II
Encendió el pitillo con un mechero de plástico azul
transparente. Era el cuarto seguido que fumaba. No había sido capaz de volver a
su casa. Se encontraba en los baños de la comisaría, sentada en un váter. Sus
emociones luchaban contra la razón y el trabajo se mezclaba con el luto. Una
única lágrima de todas las agrupadas en sus ojos había salido victoriosa de la
lucha con los párpados y las pestañas y ahora se deslizaba por la comisura
izquierda de su boca. No se molestó en secársela.

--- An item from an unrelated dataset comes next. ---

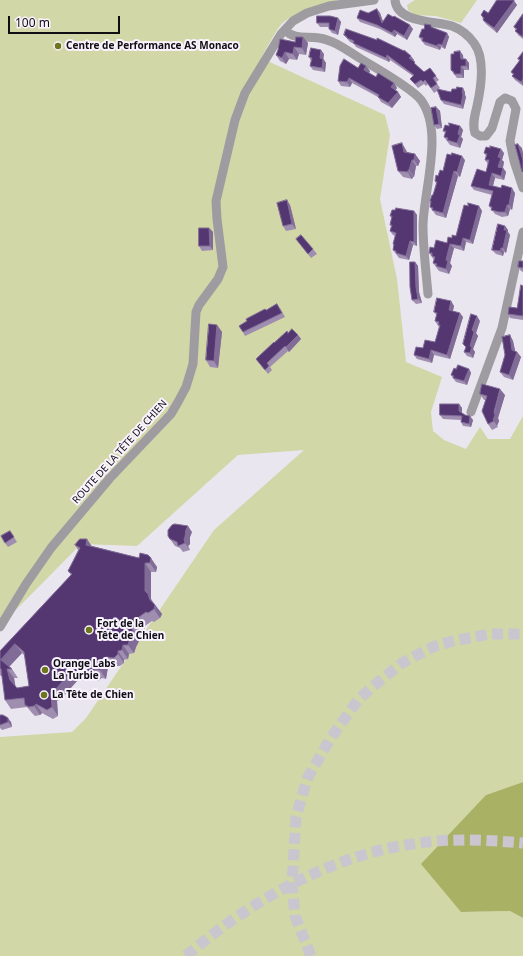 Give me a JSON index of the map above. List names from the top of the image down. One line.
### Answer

Escuchó cómo alguien la llamaba desde fuera. Era Tomás. Él
la admiraba demasiado, y ella se estaba empezando a cansar, aunque al principio
disfrutó mucho. Se secó la lágrima, echó el cigarro al váter y tiró de la
cadena. Salió con normalidad.
-¿Qué tal está, señora?
-Bien, Tomás, bien.
-¿Está segura?
-Sí. Al 20%.
Recogió sus cosas de la mesa y se fue a los vestuarios para
cambiarse de ropa. Pensó en cómo la recibirían en casa. Pero sería mejor que no
pensase en esas cosas hasta que pasasen, no podía vender la piel del oso antes
de cazarlo. Tampoco era correcto cerrar el negocio antes de intentar cazar el
oso.
Conforme se cambiaba de ropa empezó a temblar más y más. Su
respiración empezó a entrecortarse y su corazón empezó a doler. Un dolor agudo,
azul y dañino; un dolor muy difícil de eliminar. Salió y vio a Tomás en la
mesa, trabajando.
-Es muy tarde, Tomás, vete a casa.
-Estoy bien.
-Es medianoche, vete a casa. Es una orden.
Cuando llegó a casa todas las luces estaban encendidas. Vio
las luces desde la calle y se preguntó quiénes estarían despiertos y quiénes
estarían haciéndose el dormido. Según entró por la puerta, un cuerpo se
abalanzó sobre ella y la abrazó. Su hombro derecho se humedeció de inmediato
por las lágrimas que Clara estaba supurando.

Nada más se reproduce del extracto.